* _PROBLEM STATEMENT_: Print, exactly and completely, the data that appears below.

..........

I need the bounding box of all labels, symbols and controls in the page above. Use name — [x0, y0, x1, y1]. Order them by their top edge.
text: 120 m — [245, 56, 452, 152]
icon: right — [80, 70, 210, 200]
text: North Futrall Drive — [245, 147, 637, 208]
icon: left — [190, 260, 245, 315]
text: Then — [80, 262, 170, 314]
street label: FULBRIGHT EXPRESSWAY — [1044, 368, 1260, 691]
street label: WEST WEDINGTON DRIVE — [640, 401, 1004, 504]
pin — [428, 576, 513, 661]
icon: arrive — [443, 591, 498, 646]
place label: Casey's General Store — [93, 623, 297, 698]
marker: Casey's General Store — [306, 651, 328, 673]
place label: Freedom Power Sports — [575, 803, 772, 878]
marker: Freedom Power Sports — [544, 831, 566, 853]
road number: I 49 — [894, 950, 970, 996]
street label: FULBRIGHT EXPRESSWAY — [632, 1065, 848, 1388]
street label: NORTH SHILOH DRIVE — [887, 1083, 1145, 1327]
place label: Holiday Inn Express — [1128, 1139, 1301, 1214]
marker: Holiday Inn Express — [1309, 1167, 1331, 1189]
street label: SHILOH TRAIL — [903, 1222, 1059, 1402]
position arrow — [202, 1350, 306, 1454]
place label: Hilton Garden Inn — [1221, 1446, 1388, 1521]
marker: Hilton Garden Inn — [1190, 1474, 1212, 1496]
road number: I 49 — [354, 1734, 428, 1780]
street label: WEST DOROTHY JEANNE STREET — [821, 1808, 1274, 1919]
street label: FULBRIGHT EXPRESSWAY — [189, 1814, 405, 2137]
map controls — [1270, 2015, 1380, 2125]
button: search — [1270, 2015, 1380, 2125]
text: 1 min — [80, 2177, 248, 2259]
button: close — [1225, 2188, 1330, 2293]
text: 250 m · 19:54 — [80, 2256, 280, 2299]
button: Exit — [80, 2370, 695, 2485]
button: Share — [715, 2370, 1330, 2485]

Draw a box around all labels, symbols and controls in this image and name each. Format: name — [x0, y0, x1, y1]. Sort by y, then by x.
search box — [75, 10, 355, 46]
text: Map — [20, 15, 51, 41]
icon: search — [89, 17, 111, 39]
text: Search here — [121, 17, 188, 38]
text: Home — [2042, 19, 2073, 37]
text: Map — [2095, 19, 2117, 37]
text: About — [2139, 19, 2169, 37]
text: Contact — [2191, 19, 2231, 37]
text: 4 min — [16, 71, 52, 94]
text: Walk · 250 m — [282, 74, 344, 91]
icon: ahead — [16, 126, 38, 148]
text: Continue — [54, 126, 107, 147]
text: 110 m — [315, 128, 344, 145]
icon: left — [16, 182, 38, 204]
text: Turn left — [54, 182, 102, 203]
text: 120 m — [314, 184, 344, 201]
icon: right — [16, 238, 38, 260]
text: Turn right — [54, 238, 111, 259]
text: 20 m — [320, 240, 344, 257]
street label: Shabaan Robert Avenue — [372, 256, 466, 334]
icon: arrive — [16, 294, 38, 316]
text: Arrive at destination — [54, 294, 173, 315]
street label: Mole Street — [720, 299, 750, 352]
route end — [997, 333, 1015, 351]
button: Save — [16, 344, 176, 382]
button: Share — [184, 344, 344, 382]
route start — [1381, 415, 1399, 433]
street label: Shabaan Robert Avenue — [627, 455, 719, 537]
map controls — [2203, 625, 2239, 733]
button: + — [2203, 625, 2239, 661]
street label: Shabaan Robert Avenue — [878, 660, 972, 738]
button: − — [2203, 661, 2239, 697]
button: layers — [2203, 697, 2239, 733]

..........

* _REPLY_:
I need the bounding box of all labels, symbols and controls in the page above. Use name — [x0, y0, x1, y1]. Order them by their top edge.
text: 120 m — [245, 56, 452, 152]
icon: right — [80, 70, 210, 200]
text: North Futrall Drive — [245, 147, 637, 208]
icon: left — [190, 260, 245, 315]
text: Then — [80, 262, 170, 314]
street label: FULBRIGHT EXPRESSWAY — [1044, 368, 1260, 691]
street label: WEST WEDINGTON DRIVE — [640, 401, 1004, 504]
pin — [428, 576, 513, 661]
icon: arrive — [443, 591, 498, 646]
place label: Casey's General Store — [93, 623, 297, 698]
marker: Casey's General Store — [306, 651, 328, 673]
place label: Freedom Power Sports — [575, 803, 772, 878]
marker: Freedom Power Sports — [544, 831, 566, 853]
road number: I 49 — [894, 950, 970, 996]
street label: FULBRIGHT EXPRESSWAY — [632, 1065, 848, 1388]
street label: NORTH SHILOH DRIVE — [887, 1083, 1145, 1327]
place label: Holiday Inn Express — [1128, 1139, 1301, 1214]
marker: Holiday Inn Express — [1309, 1167, 1331, 1189]
street label: SHILOH TRAIL — [903, 1222, 1059, 1402]
position arrow — [202, 1350, 306, 1454]
place label: Hilton Garden Inn — [1221, 1446, 1388, 1521]
marker: Hilton Garden Inn — [1190, 1474, 1212, 1496]
road number: I 49 — [354, 1734, 428, 1780]
street label: WEST DOROTHY JEANNE STREET — [821, 1808, 1274, 1919]
street label: FULBRIGHT EXPRESSWAY — [189, 1814, 405, 2137]
map controls — [1270, 2015, 1380, 2125]
button: search — [1270, 2015, 1380, 2125]
text: 1 min — [80, 2177, 248, 2259]
button: close — [1225, 2188, 1330, 2293]
text: 250 m · 19:54 — [80, 2256, 280, 2299]
button: Exit — [80, 2370, 695, 2485]
button: Share — [715, 2370, 1330, 2485]

Draw a box around all labels, symbols and controls in this image and name each. Format: name — [x0, y0, x1, y1]. Sort by y, then by x.
search box — [75, 10, 355, 46]
text: Map — [20, 15, 51, 41]
icon: search — [89, 17, 111, 39]
text: Search here — [121, 17, 188, 38]
text: Home — [2042, 19, 2073, 37]
text: Map — [2095, 19, 2117, 37]
text: About — [2139, 19, 2169, 37]
text: Contact — [2191, 19, 2231, 37]
text: 4 min — [16, 71, 52, 94]
text: Walk · 250 m — [282, 74, 344, 91]
icon: ahead — [16, 126, 38, 148]
text: Continue — [54, 126, 107, 147]
text: 110 m — [315, 128, 344, 145]
icon: left — [16, 182, 38, 204]
text: Turn left — [54, 182, 102, 203]
text: 120 m — [314, 184, 344, 201]
icon: right — [16, 238, 38, 260]
text: Turn right — [54, 238, 111, 259]
text: 20 m — [320, 240, 344, 257]
street label: Shabaan Robert Avenue — [372, 256, 466, 334]
icon: arrive — [16, 294, 38, 316]
text: Arrive at destination — [54, 294, 173, 315]
street label: Mole Street — [720, 299, 750, 352]
route end — [997, 333, 1015, 351]
button: Save — [16, 344, 176, 382]
button: Share — [184, 344, 344, 382]
route start — [1381, 415, 1399, 433]
street label: Shabaan Robert Avenue — [627, 455, 719, 537]
map controls — [2203, 625, 2239, 733]
button: + — [2203, 625, 2239, 661]
street label: Shabaan Robert Avenue — [878, 660, 972, 738]
button: − — [2203, 661, 2239, 697]
button: layers — [2203, 697, 2239, 733]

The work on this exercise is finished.